L'EXPRESS: 1er octobre 1998

Q - Existe-t-il aujourd'hui, selon vous, une majorité parlementaire pour ratifier le traité d'Amsterdam ?

– On peut imaginer qu'un texte négocié par le président de la République, sous une majorité de droite, et accepté par le gouvernement actuel, soit approuvé par une large majorité. Il sera soumis tel quel aux parlementaires, et la révision constitutionnelle sera limitée comme le président et le gouvernement l'ont décidé pour répondre au Conseil constitutionnel. Il s'agira de débattre du fond du problème : pour moi, les avantages indéniables du traité, en matière d'emploi, de politique sociale, de services publics, de politique étrangère et de sécurité, l'emportent sur ses lacunes importantes, à savoir l'absence de réformes institutionnelles.

Q - Le Parlement n'aura-il aucune marge de manoeuvre ?

– Le Parlement jugera sans doute nécessaire de compléter la révision constitutionnelle et, notamment, d'étendre le contrôle des Parlements nationaux sur les actes communautaires.

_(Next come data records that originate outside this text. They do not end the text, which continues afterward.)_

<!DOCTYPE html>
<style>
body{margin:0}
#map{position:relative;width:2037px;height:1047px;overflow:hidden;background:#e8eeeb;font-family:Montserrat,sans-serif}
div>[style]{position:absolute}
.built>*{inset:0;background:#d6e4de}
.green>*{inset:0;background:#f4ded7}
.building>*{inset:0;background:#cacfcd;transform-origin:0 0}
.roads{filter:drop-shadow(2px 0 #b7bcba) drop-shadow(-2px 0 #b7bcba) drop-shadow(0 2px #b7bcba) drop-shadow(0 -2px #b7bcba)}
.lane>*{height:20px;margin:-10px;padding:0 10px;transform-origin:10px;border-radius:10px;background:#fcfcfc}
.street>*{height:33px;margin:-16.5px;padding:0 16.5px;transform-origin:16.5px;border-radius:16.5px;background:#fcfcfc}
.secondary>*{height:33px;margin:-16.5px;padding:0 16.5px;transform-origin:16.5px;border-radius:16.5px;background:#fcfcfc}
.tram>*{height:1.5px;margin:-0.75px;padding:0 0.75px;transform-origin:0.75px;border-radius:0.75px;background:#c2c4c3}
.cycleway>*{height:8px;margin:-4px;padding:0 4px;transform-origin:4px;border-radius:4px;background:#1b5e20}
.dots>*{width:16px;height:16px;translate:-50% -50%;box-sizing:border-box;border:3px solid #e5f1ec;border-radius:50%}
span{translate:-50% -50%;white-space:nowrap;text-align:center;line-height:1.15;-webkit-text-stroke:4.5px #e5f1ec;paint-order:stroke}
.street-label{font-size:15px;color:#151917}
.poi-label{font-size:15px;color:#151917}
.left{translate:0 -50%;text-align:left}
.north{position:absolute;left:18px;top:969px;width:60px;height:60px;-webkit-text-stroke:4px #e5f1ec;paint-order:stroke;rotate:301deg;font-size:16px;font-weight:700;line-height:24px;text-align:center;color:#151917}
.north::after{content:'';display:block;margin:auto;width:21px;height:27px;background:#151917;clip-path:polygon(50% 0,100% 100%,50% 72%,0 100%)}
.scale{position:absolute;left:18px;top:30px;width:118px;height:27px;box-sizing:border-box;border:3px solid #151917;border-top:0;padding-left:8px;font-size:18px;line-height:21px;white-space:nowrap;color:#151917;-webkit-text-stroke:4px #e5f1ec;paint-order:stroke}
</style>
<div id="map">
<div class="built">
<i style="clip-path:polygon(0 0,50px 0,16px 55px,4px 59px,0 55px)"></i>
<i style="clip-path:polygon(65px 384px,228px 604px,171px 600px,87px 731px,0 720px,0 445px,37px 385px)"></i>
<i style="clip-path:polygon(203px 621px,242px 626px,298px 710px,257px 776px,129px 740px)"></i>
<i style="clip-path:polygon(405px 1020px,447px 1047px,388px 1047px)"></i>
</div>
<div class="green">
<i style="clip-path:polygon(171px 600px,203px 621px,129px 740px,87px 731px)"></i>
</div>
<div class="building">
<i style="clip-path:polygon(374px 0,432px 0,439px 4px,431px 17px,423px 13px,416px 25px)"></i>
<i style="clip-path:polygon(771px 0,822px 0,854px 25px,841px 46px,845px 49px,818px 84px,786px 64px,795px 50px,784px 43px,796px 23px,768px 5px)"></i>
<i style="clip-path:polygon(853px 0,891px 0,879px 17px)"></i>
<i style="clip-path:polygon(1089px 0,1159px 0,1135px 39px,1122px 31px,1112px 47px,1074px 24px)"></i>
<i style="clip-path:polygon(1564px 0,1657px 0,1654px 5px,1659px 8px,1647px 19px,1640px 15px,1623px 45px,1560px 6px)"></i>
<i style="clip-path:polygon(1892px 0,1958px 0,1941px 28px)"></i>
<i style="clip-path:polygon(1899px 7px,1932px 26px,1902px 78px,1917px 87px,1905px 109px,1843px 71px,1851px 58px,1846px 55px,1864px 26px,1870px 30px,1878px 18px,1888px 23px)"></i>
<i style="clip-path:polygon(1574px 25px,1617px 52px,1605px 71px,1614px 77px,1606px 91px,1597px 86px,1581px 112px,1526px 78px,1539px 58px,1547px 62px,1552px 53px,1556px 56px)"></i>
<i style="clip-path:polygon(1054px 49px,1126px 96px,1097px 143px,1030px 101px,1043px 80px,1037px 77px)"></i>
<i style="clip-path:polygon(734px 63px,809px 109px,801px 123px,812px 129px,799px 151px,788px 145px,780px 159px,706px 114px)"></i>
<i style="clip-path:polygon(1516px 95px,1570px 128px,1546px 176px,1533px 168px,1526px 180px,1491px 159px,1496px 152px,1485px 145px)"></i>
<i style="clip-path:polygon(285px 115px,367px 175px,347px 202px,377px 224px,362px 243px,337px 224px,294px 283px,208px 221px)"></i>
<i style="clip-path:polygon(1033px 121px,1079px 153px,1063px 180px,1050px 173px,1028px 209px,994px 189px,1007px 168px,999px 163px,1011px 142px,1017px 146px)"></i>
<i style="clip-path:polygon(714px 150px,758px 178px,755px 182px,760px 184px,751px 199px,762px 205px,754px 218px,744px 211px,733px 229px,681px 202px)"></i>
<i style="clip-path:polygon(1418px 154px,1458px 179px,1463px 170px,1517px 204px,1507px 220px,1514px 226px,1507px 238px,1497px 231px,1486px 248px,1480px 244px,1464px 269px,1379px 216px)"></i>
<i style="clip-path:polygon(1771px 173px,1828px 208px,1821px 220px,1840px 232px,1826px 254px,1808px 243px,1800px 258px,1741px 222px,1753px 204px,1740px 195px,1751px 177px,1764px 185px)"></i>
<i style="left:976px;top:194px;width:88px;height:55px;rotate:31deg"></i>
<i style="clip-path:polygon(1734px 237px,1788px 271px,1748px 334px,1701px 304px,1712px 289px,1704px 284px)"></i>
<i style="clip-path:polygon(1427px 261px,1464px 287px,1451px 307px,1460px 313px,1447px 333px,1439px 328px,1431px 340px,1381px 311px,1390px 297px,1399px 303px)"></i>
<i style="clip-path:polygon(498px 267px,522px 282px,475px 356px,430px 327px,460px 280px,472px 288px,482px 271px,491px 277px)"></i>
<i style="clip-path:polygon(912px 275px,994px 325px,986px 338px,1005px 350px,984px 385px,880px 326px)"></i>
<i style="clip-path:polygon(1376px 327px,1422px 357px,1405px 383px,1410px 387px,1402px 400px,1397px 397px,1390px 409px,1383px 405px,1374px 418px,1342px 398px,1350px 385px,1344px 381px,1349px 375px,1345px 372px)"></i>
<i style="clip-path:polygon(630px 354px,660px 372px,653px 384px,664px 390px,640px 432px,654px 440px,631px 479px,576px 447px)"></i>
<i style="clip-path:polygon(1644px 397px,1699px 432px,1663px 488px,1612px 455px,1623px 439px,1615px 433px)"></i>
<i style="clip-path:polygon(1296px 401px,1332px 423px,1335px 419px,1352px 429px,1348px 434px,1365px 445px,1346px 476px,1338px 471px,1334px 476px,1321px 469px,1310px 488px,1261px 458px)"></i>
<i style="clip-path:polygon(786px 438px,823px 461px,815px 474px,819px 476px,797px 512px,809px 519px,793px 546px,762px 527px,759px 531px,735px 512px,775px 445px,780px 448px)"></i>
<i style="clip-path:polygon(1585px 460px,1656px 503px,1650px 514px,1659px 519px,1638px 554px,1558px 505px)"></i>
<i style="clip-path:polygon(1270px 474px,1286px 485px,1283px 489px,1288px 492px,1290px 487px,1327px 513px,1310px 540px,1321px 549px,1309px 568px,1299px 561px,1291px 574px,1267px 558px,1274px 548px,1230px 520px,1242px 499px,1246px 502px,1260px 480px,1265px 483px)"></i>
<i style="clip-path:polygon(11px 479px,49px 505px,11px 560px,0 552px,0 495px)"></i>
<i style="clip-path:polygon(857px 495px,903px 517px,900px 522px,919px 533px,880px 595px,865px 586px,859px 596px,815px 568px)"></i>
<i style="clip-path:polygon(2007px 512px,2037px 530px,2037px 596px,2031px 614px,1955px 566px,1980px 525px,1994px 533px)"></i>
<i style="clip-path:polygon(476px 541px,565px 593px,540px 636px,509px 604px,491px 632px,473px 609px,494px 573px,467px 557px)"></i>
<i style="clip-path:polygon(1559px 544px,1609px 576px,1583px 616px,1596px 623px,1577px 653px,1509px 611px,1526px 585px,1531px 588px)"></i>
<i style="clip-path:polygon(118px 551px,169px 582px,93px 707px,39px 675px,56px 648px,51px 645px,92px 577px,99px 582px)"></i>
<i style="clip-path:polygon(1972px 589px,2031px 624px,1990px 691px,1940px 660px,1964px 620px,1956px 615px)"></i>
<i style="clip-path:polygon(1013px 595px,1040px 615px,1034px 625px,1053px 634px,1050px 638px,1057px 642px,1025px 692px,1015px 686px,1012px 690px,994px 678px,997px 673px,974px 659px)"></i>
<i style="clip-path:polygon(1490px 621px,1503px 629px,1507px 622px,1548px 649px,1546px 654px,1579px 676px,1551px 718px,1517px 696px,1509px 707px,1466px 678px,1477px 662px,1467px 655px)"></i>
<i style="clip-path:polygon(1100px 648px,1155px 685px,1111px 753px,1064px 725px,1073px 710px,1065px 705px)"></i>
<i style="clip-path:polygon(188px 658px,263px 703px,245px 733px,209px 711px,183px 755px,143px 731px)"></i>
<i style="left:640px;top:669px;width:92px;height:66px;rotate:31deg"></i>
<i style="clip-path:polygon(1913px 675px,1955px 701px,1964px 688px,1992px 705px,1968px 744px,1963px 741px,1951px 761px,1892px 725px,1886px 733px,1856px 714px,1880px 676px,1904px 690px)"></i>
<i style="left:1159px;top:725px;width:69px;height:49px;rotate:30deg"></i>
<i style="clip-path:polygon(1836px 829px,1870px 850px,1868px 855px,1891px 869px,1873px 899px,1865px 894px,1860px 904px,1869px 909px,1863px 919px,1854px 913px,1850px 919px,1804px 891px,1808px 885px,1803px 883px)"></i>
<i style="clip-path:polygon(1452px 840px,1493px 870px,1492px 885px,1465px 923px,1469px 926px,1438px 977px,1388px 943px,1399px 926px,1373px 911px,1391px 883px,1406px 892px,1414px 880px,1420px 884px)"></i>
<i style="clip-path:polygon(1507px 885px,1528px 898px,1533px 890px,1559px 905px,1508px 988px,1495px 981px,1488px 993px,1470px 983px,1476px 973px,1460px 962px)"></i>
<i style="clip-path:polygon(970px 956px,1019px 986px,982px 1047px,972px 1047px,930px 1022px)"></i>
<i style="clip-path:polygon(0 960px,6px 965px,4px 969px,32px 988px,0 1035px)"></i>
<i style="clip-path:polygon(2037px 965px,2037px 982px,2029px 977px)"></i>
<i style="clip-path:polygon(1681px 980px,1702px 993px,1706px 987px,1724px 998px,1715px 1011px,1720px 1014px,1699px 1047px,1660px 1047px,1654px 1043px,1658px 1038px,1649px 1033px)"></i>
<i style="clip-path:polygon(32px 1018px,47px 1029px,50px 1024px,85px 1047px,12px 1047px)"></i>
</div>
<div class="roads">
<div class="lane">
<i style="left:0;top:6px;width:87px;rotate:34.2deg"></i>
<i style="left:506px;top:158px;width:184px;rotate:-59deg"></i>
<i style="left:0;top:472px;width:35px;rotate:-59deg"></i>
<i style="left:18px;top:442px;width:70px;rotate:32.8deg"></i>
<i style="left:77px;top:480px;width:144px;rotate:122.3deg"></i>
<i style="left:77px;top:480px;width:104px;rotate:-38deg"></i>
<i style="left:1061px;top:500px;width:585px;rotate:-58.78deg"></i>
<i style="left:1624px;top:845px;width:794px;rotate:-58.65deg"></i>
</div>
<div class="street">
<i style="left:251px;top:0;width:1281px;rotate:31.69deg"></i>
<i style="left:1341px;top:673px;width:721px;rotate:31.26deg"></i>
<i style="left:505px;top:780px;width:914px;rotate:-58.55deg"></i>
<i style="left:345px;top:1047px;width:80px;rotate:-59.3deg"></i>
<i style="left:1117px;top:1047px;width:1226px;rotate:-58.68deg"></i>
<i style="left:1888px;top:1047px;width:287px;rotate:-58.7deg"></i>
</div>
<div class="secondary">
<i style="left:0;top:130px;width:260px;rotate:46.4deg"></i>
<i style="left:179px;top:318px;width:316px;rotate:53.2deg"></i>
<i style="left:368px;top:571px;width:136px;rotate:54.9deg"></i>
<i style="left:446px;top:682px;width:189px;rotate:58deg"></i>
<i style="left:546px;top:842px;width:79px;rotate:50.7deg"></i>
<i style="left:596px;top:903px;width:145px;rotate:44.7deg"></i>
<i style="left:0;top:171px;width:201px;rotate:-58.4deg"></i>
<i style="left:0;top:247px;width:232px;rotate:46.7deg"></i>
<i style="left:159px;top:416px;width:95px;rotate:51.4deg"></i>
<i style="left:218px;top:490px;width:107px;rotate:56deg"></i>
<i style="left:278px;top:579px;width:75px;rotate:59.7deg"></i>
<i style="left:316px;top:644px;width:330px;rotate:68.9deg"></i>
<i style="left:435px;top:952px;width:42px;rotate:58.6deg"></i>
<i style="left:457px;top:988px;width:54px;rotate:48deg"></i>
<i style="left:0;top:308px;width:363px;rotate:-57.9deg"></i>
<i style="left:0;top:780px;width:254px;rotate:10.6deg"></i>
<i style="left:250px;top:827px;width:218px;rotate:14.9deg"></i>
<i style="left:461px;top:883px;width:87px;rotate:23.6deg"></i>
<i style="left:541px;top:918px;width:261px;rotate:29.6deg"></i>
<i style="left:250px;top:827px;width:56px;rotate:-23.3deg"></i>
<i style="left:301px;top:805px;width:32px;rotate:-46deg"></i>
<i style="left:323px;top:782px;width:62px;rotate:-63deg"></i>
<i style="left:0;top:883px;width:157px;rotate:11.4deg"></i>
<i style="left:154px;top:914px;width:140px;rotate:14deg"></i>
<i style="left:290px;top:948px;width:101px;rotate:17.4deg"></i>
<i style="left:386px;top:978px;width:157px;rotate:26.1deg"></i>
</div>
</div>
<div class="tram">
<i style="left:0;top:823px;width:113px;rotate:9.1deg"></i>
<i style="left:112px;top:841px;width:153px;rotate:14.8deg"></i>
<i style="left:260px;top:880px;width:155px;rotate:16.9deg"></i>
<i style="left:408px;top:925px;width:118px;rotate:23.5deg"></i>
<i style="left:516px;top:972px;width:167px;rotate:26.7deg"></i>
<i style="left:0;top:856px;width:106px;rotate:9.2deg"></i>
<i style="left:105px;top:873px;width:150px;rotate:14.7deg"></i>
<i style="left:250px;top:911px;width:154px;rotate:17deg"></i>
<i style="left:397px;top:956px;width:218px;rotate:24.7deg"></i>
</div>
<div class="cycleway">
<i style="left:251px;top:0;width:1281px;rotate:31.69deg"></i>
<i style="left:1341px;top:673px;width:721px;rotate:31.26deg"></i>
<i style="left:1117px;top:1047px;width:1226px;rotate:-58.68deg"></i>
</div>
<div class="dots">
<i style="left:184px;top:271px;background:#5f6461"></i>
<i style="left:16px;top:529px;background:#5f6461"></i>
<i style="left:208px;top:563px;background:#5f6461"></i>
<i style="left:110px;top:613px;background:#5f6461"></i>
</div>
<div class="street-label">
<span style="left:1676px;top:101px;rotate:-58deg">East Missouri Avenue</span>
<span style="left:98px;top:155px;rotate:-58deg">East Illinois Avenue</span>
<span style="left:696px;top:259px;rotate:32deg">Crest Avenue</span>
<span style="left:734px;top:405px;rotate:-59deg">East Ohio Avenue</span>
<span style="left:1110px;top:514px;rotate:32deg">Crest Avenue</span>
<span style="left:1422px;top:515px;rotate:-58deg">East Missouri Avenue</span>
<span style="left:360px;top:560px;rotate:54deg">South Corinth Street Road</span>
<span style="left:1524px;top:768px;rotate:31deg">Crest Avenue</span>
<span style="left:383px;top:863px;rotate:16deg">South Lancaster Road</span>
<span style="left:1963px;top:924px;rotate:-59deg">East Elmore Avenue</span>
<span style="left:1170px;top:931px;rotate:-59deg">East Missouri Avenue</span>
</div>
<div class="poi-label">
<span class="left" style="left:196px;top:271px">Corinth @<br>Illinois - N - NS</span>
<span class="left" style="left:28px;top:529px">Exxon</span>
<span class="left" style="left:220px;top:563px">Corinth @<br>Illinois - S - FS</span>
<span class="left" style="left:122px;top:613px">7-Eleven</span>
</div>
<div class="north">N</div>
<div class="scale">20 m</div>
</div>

De même, les parlementaires voudront affirmer leur souci qu'il soit procédé à des réformes institutionnelles avant tout élargissement de l'Union européenne. Mais, en tout cas, il n'y aura pas de ratification sous condition.

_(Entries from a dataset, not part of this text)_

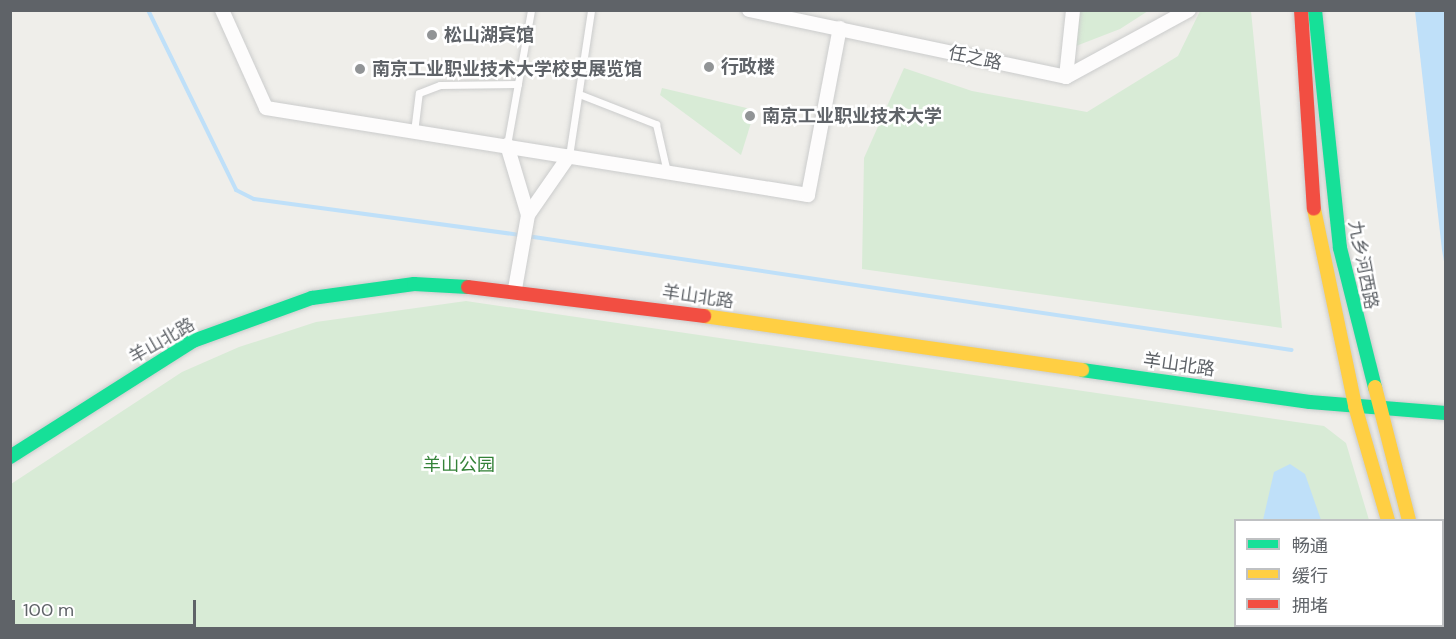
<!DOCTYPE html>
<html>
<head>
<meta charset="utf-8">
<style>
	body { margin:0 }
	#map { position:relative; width:1456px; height:639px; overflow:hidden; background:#efeeea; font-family:"DM Sans","Noto Sans SC",sans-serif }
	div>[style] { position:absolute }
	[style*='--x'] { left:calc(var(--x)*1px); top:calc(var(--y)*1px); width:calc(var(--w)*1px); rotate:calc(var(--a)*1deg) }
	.green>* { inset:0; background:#d8ebd6 }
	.water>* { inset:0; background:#bfe0f9 }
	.stream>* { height:4px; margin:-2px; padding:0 2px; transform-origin:2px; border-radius:2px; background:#bfe0f9 }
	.roads { filter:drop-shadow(0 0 2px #cbcccc) drop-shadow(0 0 2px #cbcccc) }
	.lane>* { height:7px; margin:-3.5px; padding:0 3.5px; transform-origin:3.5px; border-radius:3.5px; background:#fdfcfc }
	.street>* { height:14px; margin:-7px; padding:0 7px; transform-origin:7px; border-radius:7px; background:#fdfcfc }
	.fast>* { height:14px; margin:-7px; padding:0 7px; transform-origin:7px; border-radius:7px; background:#16e098 }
	.slow>* { height:14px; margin:-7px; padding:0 7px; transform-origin:7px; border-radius:7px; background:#ffcf43 }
	.jam>* { height:14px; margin:-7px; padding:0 7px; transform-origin:7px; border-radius:7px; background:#f24e42 }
	.dots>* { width:16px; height:16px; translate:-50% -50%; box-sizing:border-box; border:3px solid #fff; border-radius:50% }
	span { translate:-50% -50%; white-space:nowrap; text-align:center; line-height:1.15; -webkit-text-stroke:5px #fff; paint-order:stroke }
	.poi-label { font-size:18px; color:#5f6368; font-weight:700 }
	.left { translate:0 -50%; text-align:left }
	.street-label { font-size:18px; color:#5f6368 }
	.park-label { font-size:18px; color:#348238 }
	.frame { position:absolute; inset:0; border:12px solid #5f6368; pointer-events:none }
	.legend { position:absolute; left:1234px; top:519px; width:210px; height:108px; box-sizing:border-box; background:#fff; border:2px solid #bfc1c3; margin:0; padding:8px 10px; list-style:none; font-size:18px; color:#5f6368 }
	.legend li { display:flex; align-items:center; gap:12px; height:30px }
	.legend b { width:30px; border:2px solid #bfc1c3 }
	.scale { position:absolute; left:12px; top:600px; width:184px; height:27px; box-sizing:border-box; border:3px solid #5f6368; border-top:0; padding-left:8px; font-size:18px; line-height:21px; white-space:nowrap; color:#5f6368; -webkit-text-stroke:4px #fff; paint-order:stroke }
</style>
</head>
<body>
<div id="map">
	<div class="green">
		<div style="clip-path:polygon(1080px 11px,1080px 10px,1148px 11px,1120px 29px,1076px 46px)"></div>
		<div style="clip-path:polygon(1200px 11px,1251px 11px,1282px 328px,862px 269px,864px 158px,904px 68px,972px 91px,1087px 112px,1178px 56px)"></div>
		<div style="clip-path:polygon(662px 88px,755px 110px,741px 155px,660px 95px)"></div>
		<div style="clip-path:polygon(466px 301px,1324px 426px,1346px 443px,1369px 520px,1236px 520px,1236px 626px,1399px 628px,11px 628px,11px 484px,182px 372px,239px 347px,316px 322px)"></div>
	</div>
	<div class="water">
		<div style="clip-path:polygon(1415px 11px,1445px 11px,1445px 267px,1442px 250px)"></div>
		<div style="clip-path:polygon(1290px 464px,1305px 474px,1321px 520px,1263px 520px,1274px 472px)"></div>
	</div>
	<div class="stream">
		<div style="--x:148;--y:10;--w:200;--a:63.9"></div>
		<div style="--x:236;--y:190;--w:20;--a:27"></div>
		<div style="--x:254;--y:199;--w:268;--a:7.7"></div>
		<div style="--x:527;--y:236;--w:773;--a:8.48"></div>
	</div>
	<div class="roads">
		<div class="lane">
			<div style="--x:579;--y:94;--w:83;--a:21.3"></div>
			<div style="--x:656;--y:124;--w:49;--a:77.1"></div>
			<div style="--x:414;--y:132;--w:39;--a:-83"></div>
			<div style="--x:419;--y:93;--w:22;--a:-21"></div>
			<div style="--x:440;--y:85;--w:78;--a:-0.7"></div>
			<div style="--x:507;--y:145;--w:137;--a:-79.9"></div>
			<div style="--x:569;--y:156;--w:148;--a:-81.4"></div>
		</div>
		<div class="street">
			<div style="--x:222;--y:10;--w:107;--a:65.8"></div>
			<div style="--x:266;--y:108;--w:549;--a:9.12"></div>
			<div style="--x:808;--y:195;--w:170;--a:-79.2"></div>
			<div style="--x:749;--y:10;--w:324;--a:11.9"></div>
			<div style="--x:1066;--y:77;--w:140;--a:-28.6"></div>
			<div style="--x:1066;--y:77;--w:67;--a:-84"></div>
			<div style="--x:507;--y:145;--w:73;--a:73.3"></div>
			<div style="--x:515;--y:289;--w:75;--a:-80"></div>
			<div style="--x:528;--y:215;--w:72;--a:-55.2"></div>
		</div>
		<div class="fast">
			<div style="--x:1315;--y:10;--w:239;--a:84"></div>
			<div style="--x:1340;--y:248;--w:143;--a:75.9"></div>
			<div style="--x:1082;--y:370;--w:230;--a:8"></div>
			<div style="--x:1310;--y:402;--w:136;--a:4.6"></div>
			<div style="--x:10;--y:457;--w:217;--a:-32.4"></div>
			<div style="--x:193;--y:341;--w:127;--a:-19.9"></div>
			<div style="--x:312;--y:298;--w:103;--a:-7.8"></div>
			<div style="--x:414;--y:284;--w:54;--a:3.2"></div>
		</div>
		<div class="slow">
			<div style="--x:1314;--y:209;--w:201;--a:78.2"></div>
			<div style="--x:1355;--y:406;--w:119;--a:73.9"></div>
			<div style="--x:704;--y:316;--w:382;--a:8.1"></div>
			<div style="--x:1375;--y:387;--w:137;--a:75.7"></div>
			<div style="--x:1417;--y:626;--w:2;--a:63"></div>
			<div style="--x:1438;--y:626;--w:2;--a:63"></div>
		</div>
		<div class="jam">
			<div style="--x:1301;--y:10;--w:199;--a:86.3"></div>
			<div style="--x:468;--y:287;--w:238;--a:7"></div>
		</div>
	</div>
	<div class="dots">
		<div style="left:432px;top:35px;background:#919496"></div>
		<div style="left:709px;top:67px;background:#919496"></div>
		<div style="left:360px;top:69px;background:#919496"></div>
		<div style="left:750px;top:116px;background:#919496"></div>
	</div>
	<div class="poi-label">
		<span class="left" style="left:444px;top:35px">松山湖宾馆</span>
		<span class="left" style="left:721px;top:67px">行政楼</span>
		<span class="left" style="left:372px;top:69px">南京工业职业技术大学校史展览馆</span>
		<span class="left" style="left:762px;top:116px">南京工业职业技术大学</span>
	</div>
	<div class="street-label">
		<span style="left:975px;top:58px;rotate:12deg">任之路</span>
		<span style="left:1363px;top:265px;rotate:79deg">九乡河西路</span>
		<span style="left:698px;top:297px;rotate:8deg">羊山北路</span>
		<span style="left:162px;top:341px;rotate:-30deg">羊山北路</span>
		<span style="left:1179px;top:365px;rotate:8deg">羊山北路</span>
	</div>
	<div class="park-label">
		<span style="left:459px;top:465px">羊山公园</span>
	</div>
	<div class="frame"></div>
	<ul class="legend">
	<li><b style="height:8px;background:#16e098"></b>畅通</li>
	<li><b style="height:8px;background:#ffcf43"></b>缓行</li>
	<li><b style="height:8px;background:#f24e42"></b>拥堵</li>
	</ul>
	<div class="scale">100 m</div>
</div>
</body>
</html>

Q - Le chef de l'État et le gouvernement sont-ils, ici, exactement sur la même longueur d'onde ?

– Jacques Chirac et Lionel Jospin partagent le sentiment que le traité doit être ratifié. J'ajoute qu'il n'y a rien dans le traité qui me gêne. Ce qui me gêne, c'est ce qui manque, puisque, de fait, ce n'est pas le grand traité refondateur de l'Europe politique.

Q - Le Parti du président. Le RPR, n'est pas enthousiaste. Êtes-vous prêt à des concessions ?

– C'est du RPR que doit venir la clarification. Ce texte, faut-il le rappeler, a été négocié par le gouvernement Juppé, sous l'autorité de Jacques Chirac, avec un ministre des Affaires européennes, Michel Barnier, membre du RPR. Si ce parti adoptait une attitude défavorable, ce ne serait pas une difficulté pour les socialistes, mais ce serait un problème pour la France.

Q - L'arrivée de Gerhard Schröder au poste de chancelier en Allemagne est-elle une aubaine pour l'Europe ?

– C'est un changement nécessaire et salutaire. En termes de volontarisme économique, de cohésion sociale et même de rénovation des institutions, les positions de Gerhard Schröder sont proches des nôtres. Helmut Kohl a beaucoup apporté à la construction européenne. Mais, depuis plus d'un an, l'Europe était paralysée. Avec le nouveau chancelier, une relance européenne et un renouveau des relations franco-allemandes deviennent possibles.